▶ _SUPPLIED DATA_:
#####
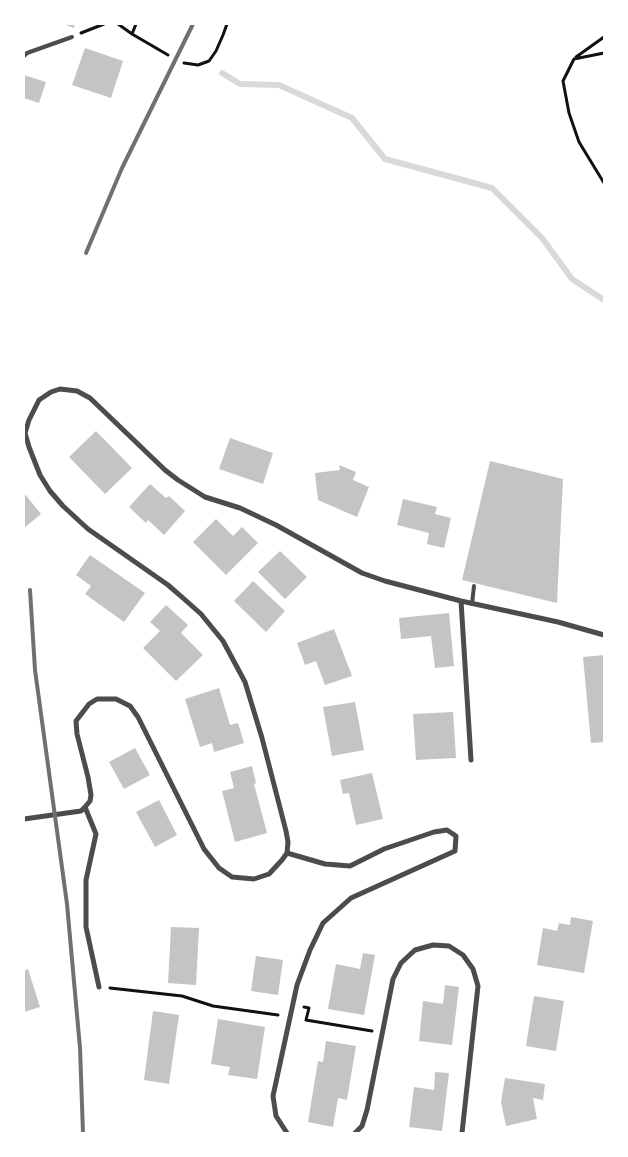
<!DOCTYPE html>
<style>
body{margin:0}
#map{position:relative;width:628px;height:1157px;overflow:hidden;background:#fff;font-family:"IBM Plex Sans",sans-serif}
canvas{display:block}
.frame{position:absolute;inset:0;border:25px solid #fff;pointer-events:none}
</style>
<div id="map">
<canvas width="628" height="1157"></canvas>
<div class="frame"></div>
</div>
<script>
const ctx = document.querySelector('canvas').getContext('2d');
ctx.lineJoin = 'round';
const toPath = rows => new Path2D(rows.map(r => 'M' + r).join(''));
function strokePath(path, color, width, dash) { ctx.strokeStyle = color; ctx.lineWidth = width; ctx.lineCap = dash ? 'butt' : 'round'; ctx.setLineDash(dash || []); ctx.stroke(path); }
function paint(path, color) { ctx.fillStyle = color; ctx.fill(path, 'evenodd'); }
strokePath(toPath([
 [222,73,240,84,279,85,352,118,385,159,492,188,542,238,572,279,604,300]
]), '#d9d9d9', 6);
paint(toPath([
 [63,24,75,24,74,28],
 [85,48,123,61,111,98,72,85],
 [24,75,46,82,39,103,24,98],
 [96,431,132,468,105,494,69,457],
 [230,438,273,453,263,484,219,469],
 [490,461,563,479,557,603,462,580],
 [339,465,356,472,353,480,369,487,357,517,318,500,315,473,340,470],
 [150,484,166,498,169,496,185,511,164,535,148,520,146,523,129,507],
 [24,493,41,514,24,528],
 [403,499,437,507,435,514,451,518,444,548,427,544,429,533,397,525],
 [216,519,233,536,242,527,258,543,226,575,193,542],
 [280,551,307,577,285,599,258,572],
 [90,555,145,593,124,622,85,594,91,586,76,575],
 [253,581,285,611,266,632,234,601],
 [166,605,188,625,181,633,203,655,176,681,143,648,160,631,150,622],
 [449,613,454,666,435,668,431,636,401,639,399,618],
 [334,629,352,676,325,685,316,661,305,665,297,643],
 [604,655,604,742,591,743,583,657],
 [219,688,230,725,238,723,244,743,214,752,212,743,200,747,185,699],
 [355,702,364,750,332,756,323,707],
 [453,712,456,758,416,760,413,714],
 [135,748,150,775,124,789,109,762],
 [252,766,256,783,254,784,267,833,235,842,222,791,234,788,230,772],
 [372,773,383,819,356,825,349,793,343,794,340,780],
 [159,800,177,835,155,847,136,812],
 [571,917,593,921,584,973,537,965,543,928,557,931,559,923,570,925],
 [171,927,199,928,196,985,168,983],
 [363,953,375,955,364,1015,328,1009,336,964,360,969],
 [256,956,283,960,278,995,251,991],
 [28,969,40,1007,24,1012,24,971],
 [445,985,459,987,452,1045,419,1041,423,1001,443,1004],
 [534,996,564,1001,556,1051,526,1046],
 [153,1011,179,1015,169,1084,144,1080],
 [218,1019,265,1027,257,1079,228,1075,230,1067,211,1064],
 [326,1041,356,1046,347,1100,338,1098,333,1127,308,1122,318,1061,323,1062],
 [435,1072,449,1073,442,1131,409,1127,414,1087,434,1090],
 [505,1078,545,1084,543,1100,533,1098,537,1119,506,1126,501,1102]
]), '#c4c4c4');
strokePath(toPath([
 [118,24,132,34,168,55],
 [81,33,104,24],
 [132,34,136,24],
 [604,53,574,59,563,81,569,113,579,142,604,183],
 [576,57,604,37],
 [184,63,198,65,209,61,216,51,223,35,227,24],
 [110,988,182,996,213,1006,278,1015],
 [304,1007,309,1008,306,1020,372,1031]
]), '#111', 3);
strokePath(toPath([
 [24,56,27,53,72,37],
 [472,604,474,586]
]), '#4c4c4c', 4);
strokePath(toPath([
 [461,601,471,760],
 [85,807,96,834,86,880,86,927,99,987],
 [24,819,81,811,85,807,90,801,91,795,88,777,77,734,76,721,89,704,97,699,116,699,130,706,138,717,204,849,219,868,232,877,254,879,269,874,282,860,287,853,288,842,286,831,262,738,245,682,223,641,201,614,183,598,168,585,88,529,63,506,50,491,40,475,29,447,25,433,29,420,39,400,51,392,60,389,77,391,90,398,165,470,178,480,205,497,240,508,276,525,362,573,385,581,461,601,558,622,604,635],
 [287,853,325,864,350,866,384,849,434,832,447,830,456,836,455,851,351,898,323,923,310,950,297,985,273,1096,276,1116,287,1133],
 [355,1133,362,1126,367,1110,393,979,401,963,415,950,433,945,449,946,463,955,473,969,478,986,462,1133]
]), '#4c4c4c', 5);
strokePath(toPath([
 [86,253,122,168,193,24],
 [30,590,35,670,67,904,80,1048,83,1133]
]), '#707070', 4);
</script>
#####
▶ _WHAT THE EXERCISE ASKS_:
Scan the data above for the string "const". Copy every line in which it appears.

▶ _RESPONSE BOX_:
const ctx = document.querySelector('canvas').getContext('2d');
const toPath = rows => new Path2D(rows.map(r => 'M' + r).join(''));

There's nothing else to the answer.